もろこしかけてーーーーーーーーーーーーーーっ

(確信)

いづるつきかげーーーーーーーーーーーーーーっ

なるほど!

 

始めから本歌取りの意図は見せず、徐々に明らかにしていき、最後には確信をもって歌が聴ける構成となっています。もはや安心感すらありますね。

 「本歌取りのスイッチはどこでバチバチっと入るか」。この視点に立つと面白いかもしれません。

 さらに、この歌の面白さは、単に本歌を歌に取り入れただけ、ではありません。もう一度仲麿の歌と並べてみましょう。

あまの原ふりさけ見ればかすがなるみかさの山にいでし月かも(仲麿)

いづこにもふりさけいまやみかさ山もろこしかけていづる月かげ(家長)

二つの歌はどこで月を見ているでしょうか。

 本歌の仲麿の歌は、唐土で詠まれ、月を媒介として東の日本を向いています。
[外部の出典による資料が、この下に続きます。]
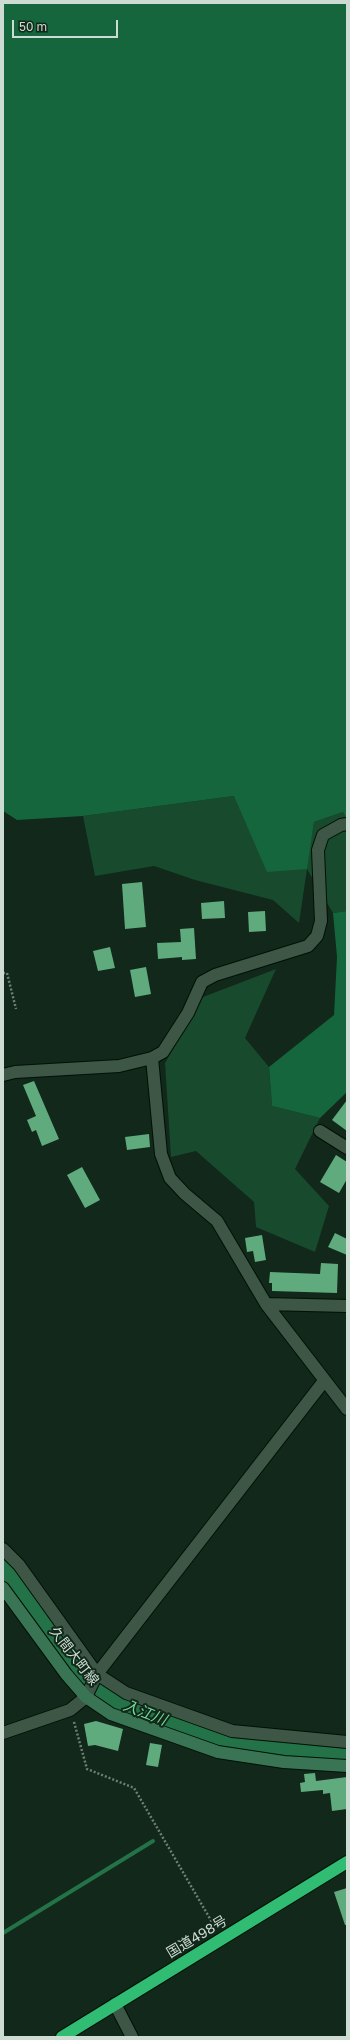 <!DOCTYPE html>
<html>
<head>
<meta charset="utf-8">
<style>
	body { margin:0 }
	#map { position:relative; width:350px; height:2040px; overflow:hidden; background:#11281a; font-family:"Golos Text",sans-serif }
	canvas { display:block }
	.frame { position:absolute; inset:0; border:4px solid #cddcd2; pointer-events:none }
	.scale { position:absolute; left:12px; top:20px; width:106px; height:18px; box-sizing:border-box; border:2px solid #cddcd2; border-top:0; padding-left:5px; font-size:12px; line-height:14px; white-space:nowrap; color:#cddcd2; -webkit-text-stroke:3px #11281a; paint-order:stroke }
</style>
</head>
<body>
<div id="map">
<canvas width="350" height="2040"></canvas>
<div class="frame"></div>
<div class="scale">50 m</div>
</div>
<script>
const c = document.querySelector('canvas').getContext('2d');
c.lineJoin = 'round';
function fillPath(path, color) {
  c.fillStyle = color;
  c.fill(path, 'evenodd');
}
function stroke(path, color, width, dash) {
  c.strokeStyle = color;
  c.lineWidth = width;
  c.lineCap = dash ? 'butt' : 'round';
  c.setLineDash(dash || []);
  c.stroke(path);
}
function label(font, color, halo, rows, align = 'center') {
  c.font = font + ' "Golos Text","Noto Sans JP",sans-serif';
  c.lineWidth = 4;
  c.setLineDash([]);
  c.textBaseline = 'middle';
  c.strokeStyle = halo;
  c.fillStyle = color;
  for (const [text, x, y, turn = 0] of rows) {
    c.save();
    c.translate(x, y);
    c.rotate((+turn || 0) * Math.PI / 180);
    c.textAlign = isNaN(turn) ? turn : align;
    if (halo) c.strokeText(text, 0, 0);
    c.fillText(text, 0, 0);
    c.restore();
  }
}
fillPath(new Path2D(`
	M 234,796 L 306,869 L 314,822 L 343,812 L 347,820 L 347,911 L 333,913 L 307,869 L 299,923 L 273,900 L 195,880 L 154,866 L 95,876 L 83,816 Z
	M 276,969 L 245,1038 L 269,1067 L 272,1106 L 320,1118 L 295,1169 L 329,1206 L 315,1252 L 256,1227 L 254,1202 L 196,1151 L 171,1157 L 165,1063 L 203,997 Z`), '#184a2d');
fillPath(new Path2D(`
	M 3,3 L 347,3 L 347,820 L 343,812 L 314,822 L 307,869 L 267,872 L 234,796 L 83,816 L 17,820 L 3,811 Z
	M 347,911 L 347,1092 L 320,1118 L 272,1106 L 269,1067 L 334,1015 L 337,957 L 333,913 Z`), '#15663c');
stroke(new Path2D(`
	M 3,1933 L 153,1841`), '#247247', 4);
stroke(new Path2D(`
	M 3,1567 L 15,1579 L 82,1675 L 121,1706 L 218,1740 L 285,1752 L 347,1756`), '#247247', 25);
fillPath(new Path2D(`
	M 142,882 L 146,927 L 125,929 L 122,884 Z
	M 224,901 L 225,918 L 202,919 L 201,903 Z
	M 265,911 L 266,931 L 249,932 L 248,912 Z
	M 194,928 L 196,959 L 182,960 L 182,957 L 158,959 L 157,943 L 181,942 L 180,929 Z
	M 110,947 L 115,968 L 98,971 L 93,951 Z
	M 146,967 L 151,994 L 135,997 L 130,970 Z
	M 34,1081 L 59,1139 L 42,1146 L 36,1130 L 32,1132 L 27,1120 L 36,1116 L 23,1085 Z
	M 347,1100 L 347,1131 L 332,1120 Z
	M 149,1134 L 150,1147 L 127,1150 L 125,1137 Z
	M 336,1155 L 347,1162 L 347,1179 L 339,1193 L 320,1182 Z
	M 82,1167 L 100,1200 L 85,1208 L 67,1175 Z
	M 335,1233 L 347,1239 L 347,1255 L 328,1247 Z
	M 262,1235 L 266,1260 L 255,1262 L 253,1251 L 247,1252 L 245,1238 Z
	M 321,1263 L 338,1264 L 337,1293 L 272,1291 L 272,1283 L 269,1283 L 270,1272 L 320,1274 Z
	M 96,1721 L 123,1729 L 118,1751 L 95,1745 L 88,1746 L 84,1724 Z
	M 150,1743 L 162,1745 L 158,1767 L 146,1765 Z
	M 315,1773 L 316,1781 L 347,1777 L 347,1809 L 332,1811 L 330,1793 L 323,1794 L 323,1790 L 301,1792 L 300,1783 L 305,1782 L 304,1774 Z
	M 347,1888 L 347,1925 L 345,1925 L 334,1892 Z`), '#60ab7d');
const street = new Path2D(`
	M 152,1058 L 161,1154 L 170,1178 L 185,1194 L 217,1221 L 266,1304 L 347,1409
	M 3,1075 L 15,1072 L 119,1066 L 152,1058 L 163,1052 L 188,1013 L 202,982 L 215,975 L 308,946 L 317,936 L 321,921 L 318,850 L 323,835 L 341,825 L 347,824
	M 320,1131 L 347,1148
	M 266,1304 L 347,1306
	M 3,1549 L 19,1565 L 97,1674 L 126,1693 L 232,1731 L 347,1742
	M 3,1733 L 70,1710 L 86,1697 L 97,1674 L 324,1381
	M 115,2004 L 132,2037`);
const secondary = new Path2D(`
	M 3,1588 L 66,1674 L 86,1697 L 111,1714 L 218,1752 L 284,1762 L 347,1766`);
const highway = new Path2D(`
	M 62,2037 L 347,1862`);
stroke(street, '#001105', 14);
stroke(secondary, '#001105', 14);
stroke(highway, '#001105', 14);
stroke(new Path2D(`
	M 3,973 L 7,973 L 16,1009
	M 74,1722 L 87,1769 L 134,1788 L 216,1929`), '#6d8074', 2.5, [2, 2]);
stroke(street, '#3d5646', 12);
stroke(secondary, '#397554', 12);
stroke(highway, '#30bd73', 12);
label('14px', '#cddcd2', '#11281a', [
	["久間大町線",74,1656,52],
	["国道498号",197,1937,-31]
]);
label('italic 15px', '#72d99a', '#11281a', [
	["入江川",145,1713,21]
]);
</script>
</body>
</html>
一方で家長の歌は日本の地にいて、月を媒介として西の唐土を向いています。「ああ、あの月の出どころが三笠山か」という仲麿に対して、「そう、この月は三笠山から唐土へむかうのさ、今もね」と詠む。本歌と本歌取りの歌でまなざしが交錯する。いわばアンサーソングですよね。

 家長の歌が、「いまこの場」を軸としていることにも注目したいですね。仲麿の和歌世界を、歌合の場とつなげるのがこの歌と言えましょう。こんな歌出されたら、バイブスが最高潮に達しちゃいますね。

 歌が発表された時の反応が判詞に残っています。

「ふりさけいまやみかさ山もろこしかけて」といへる、漢家本朝をかけて月影いたらぬ所なくつかうまつる由、満座褒美、勝と為す。
(試訳)「ふりさけいまや三笠山唐土かけて…」とある歌は、中国、我が国にわたって、月は至らぬところなく照らすのだという内容。その場の皆がこれを褒めたたえた。この歌を勝ちとする。

ほんとにバイブスが最高潮に達してますね。(笑)

 

新古今研究班は毎週木曜日18時すぎからやってます。

 

※和歌の引用は日本文学web図書館『新編国歌大観』による。